Sales of Microsoft Corp's Windows software fell short of outsized expectations, rekindling fears that the spread of mobile gadgets will erode its main PC-focused business.

Microsoft surprised Wall Street with a better-than-expected profit, helped by resurgent corporate spending after the belt-tightening of past years. But its shares stayed flat as investors expressed concern about the weakness of overall computer sales amid a faltering U.S. recovery.

The world's largest software maker, whose Windows operating system runs on 90 percent of the world's computers, is heavily dependent on PC sales, which grew only 3 percent in the quarter. Now it is starting to feel the heat from investors eyeing the phenomenal take-up of Apple Inc's iPad.

Outstanding numbers when you take a first look at it, but when you delve into them, Windows missed expectations by $300 million, said Brendan Barnicle, analyst at Pacific Crest Securities.

Sales of smartphones and tablets are expected to grow much more quickly than PCs over the next few years, posing a threat to Microsoft's key market.

With the migration to mobile devices from desktop computers expected to accelerate, Apple overtook Microsoft to become the largest U.S. technology company by market value last May.

But some analysts argued that fears of tablets and other hot-selling gadgets replacing PCs were overblown -- at least for now.

We've gotten over 300 million Windows 7 licenses sold. I mean, PCs are not disappearing. Put that into perspective with 7 million tablets sold last quarter from Apple, said BGC Financial's Colin Gillis.

Clearly there are disruptions in the landscape, but some of the negative viewpoints are overblown.

Microsoft stock is down about 3 percent over the past 12 months, compared with a 24 percent gain for the tech-heavy Nasdaq. Apple shares are up 65 percent over the same period.


The results surprised the market after being discovered online by data search firm Selerity, which posted profit and revenue numbers on Twitter at 2:50 p.m.
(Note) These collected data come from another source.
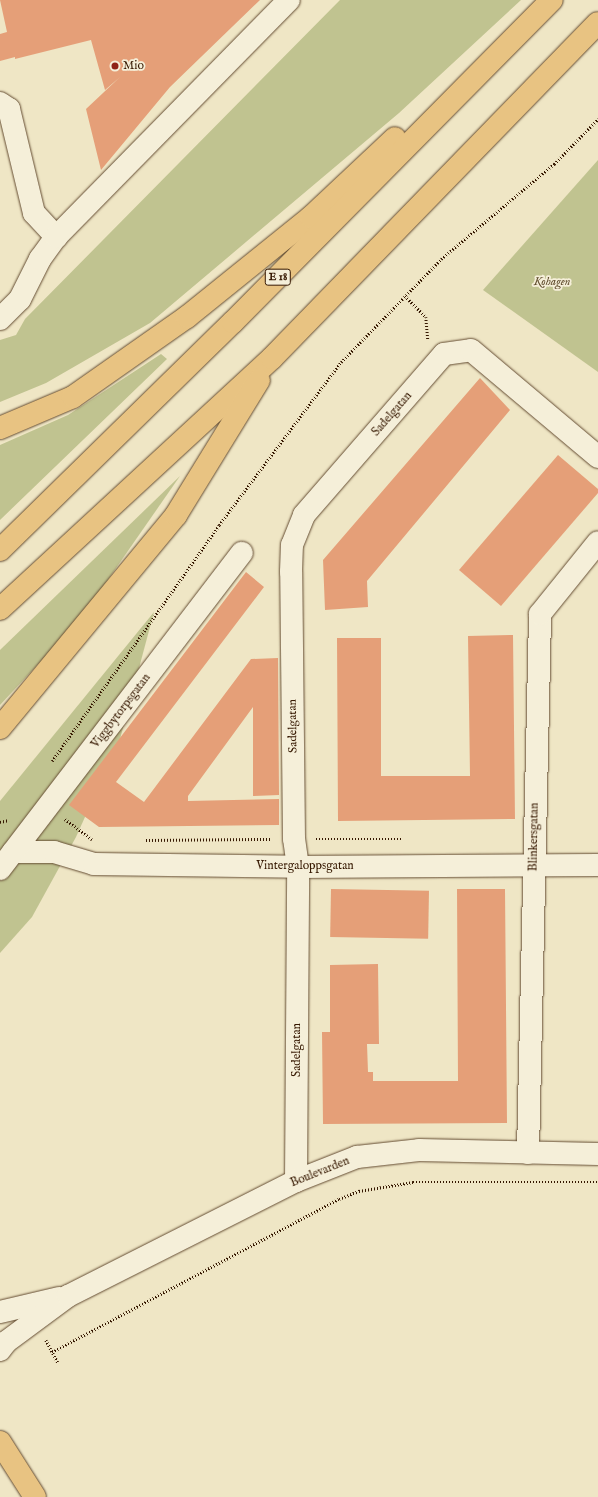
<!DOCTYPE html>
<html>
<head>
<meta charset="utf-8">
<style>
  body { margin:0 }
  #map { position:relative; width:598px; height:1497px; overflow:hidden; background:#efe6c5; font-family:"IM FELL English",serif }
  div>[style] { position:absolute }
  .green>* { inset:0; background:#c0c390 }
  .building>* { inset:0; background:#e59f78; transform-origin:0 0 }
  .path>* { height:2.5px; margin-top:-1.25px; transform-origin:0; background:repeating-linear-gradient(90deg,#361801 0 1px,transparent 0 3px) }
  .roads { filter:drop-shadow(0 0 1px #644c32) drop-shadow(0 0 1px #644c32) }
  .minor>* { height:22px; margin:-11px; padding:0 11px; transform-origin:11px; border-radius:11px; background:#f5efd9 }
  .major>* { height:22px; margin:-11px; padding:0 11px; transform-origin:11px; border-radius:11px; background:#e8c382 }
  .highway>* { height:22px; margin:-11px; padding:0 11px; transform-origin:11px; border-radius:11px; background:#e8c382 }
  .dots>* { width:11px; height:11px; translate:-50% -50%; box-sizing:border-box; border:2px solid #f5efd9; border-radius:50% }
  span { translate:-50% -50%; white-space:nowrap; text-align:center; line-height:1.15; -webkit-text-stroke:3.5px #f5efd9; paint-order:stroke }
  .shield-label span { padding:1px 3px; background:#f5efd9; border:1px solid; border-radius:3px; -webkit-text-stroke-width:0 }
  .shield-label { font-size:11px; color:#361801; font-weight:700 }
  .poi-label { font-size:12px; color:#361801 }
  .left { translate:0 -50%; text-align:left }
  .park-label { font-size:12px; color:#5f4b2c; font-style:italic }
  .street-label { font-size:12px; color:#361801 }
</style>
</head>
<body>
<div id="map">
  <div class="green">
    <div style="clip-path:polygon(340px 0,521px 0,399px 113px,150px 323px,46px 383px,0 402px,0 340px,16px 335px,25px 319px)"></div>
    <div style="clip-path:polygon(598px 160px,598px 372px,483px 290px)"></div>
    <div style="clip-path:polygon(161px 354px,167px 359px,0 520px,0 445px,68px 415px)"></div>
    <div style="clip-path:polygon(180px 476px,82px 617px,0 705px,0 650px)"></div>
    <div style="clip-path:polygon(154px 612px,120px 739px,76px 837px,32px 917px,0 953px,0 801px)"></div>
  </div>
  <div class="building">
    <div style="clip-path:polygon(0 0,260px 0,170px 87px,101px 170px,86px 109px,120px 77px,105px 90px,91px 40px,15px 59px,15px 57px,0 61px,0 34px,7px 32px)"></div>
    <div style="clip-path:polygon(480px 378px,510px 410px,367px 581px,368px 607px,325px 610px,323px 560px)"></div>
    <div style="clip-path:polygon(558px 455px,598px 489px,598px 493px,501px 606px,459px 570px)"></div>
    <div style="clip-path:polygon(246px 572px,264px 587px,116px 782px,144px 802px,251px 659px,278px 658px,279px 795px,253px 796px,253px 707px,188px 796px,188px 801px,279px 799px,279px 825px,99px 827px,69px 805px)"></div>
    <div style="clip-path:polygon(513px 635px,515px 819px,338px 821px,337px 638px,381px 638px,381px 776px,470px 776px,468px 636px)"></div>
    <div style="left:331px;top:889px;width:98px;height:48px;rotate:1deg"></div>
    <div style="clip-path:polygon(457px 889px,505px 889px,507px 1123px,323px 1124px,322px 1032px,330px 1032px,330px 965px,378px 964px,379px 1044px,367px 1044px,368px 1072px,373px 1072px,373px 1081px,458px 1081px)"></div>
  </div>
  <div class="path">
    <div style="left:405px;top:296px;width:30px;rotate:45deg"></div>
    <div style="left:426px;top:317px;width:23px;rotate:85deg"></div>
    <div style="left:52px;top:761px;width:289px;rotate:-54.7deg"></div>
    <div style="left:219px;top:525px;width:204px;rotate:-53.2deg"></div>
    <div style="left:341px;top:362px;width:144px;rotate:-45.8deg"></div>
    <div style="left:441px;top:259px;width:148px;rotate:-40.1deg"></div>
    <div style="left:554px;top:164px;width:63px;rotate:-45.6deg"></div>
    <div style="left:65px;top:819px;width:34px;rotate:37deg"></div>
    <div style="left:0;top:822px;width:9px;rotate:-13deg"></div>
    <div style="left:316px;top:839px;width:87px"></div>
    <div style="left:146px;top:840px;width:125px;rotate:-0.5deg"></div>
    <div style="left:46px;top:1340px;width:26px;rotate:62deg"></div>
    <div style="left:52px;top:1352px;width:325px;rotate:-28.1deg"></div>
    <div style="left:339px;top:1199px;width:22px;rotate:-22deg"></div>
    <div style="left:359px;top:1191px;width:55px;rotate:-9.5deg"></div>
    <div style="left:413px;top:1182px;width:185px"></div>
  </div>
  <div class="roads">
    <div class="minor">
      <div style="left:0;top:103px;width:11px;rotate:34deg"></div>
      <div style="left:9px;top:109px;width:107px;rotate:76.5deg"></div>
      <div style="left:34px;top:213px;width:33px;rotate:47deg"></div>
      <div style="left:0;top:319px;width:28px;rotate:-45deg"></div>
      <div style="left:20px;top:299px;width:45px;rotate:-63.4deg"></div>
      <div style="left:40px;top:259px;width:27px;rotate:-54deg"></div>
      <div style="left:56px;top:237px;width:332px;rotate:-45.5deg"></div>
      <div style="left:13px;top:852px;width:41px"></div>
      <div style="left:54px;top:852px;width:42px;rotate:16.7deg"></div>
      <div style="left:94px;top:864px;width:204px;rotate:0.8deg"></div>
      <div style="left:298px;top:867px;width:300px;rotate:-0.4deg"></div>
      <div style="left:0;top:869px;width:398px;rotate:-52.6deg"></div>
      <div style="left:528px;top:1153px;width:539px;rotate:-88.72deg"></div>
      <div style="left:540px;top:614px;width:92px;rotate:-51.1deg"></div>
      <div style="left:296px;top:1181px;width:314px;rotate:-89.6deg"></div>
      <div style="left:298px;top:867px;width:28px;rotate:-98deg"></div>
      <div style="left:294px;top:839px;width:267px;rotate:-90.6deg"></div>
      <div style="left:291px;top:572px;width:27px;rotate:-88deg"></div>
      <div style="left:292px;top:545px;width:32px;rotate:-68deg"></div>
      <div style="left:304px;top:515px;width:213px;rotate:-49deg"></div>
      <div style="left:444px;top:354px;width:27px;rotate:-8deg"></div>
      <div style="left:471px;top:350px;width:166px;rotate:40.1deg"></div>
      <div style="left:0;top:1312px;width:61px;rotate:-13.3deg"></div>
      <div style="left:0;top:1350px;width:10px;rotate:-53deg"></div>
      <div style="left:6px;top:1342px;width:77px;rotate:-36.6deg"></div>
      <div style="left:68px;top:1296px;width:255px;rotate:-26.8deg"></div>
      <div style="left:296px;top:1181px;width:66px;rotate:-21.5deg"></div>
      <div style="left:357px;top:1157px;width:62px;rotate:-6.4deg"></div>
      <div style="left:419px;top:1150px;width:179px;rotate:1.3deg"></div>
    </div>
    <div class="major">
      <div style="left:0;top:1442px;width:65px;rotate:57.5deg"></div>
    </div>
    <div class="highway">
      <div style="left:0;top:428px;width:79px;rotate:-23deg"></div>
      <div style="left:73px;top:397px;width:139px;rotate:-35.1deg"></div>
      <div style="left:187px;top:317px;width:159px;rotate:-38.9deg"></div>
      <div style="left:311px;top:217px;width:115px;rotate:-43.2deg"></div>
      <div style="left:0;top:550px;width:326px;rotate:-44.4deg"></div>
      <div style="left:233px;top:322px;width:453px;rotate:-45.3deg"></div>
      <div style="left:0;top:609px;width:370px;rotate:-42.7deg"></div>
      <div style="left:272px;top:358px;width:467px;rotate:-45.8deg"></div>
      <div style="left:0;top:728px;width:276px;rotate:-50.4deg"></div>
      <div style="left:176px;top:515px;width:158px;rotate:-58.4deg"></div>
    </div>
  </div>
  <div class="dots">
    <div style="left:115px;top:66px;background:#8f2418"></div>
  </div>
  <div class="shield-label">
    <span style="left:278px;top:277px">E 18</span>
  </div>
  <div class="poi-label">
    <span class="left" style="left:123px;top:66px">Mio</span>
  </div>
  <div class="park-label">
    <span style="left:552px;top:282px">Kohagen</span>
  </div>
  <div class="street-label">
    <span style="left:392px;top:414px;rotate:-49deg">Sadelgatan</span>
    <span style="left:121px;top:711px;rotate:-53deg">Viggbytorpsgatan</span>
    <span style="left:293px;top:726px;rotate:-91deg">Sadelgatan</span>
    <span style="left:534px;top:837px;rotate:-89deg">Blinkersgatan</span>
    <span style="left:305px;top:866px">Vintergaloppsgatan</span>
    <span style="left:297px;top:1050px;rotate:-90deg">Sadelgatan</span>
    <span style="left:320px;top:1172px;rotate:-22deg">Boulevarden</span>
  </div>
</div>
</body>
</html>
EST.

Trading in Microsoft's shares spiked just under an hour later, after blogs and news agencies started reporting the earnings from the web page discovered by Selerity, sending the shares up as much as 2 percent to $29.46. They ebbed back to $28.87 at the close, a 0.3 percent gain for the day. They drifted slightly lower in after-hours trading.

A preproduction draft of our earnings release was discovered by one or more media sources who then published our results to the web before market close, said a Microsoft spokesman, who apologized for any confusion and said the company was reviewing procedures to make sure it does not happen again.


Though Microsoft faces longer-term challenges in the PC arena, its other core product, its suite of Office applications, generates strong cash flow.

Sales at its Office unit rose 24 percent to $6 billion, indicating that U.S. businesses are starting to spend more on technology after the recession.

But consumers are proving less resilient. U.S. initial jobless claims surged in the latest week to their highest since October, indicating that any recovery in consumer spending will come only in fits and starts.

Sales for its Windows unit fell 30 percent to $5.054 billion, a little short of analysts' expectations of about $5.3 billion, due to the lukewarm growth in PC sales. The year-ago figure was swollen by $1.71 billion in deferred revenue and pre-sales from the launch of Windows 7.

The perennially money-losing online services division, home of the Bing search engine, posted a 19 percent increase in sales, but saw its loss widen 17 percent to $543 million. The unit, which is making only slight headway against Google Inc, has lost more than $6 billion in the last five years.

Unearned revenue -- a measure of the strength of the business in Microsoft's pipeline -- fell 9.5 percent to $13.4 billion, a cause of concern to some investors.


Microsoft reported overall fiscal second-quarter profit of $6.63 billion, or 77 cents per share, compared with $6.66 billion, or 74 cents per share, a year earlier. The per share figure was higher due to a reduction in shares outstanding from last year.

Wall Street was expecting 68 cents per share profit, according to Thomson Reuters I/B/E/S.

Sales rose 5 percent to $19.95 billion, helped by strong sales of its Kinect hands-free gaming system and Xbox consoles, handily beating analysts' average estimate of $19.15 billion.

Kinect represents the most legitimate opportunity we have seen for the Xbox to drive some profit. I do think there is a meaningful catalyst there, said Motley Fool senior analyst Tim Beyers. The Windows phone looks good. I do think that Windows Phone 7 is proving to be an interesting alternative to the Blackberry.

I guess the nut of it is, Microsoft is starting to do something better and they are not tripping on themselves, and that counts for something.

Microsoft now has $41.2 billion in cash and short-term investments on its balance sheet. Chief Financial Officer Peter Klein said he was happy with the cash it is distributing to shareholders, holding out little hope of a dividend hike, which some investors would like to see.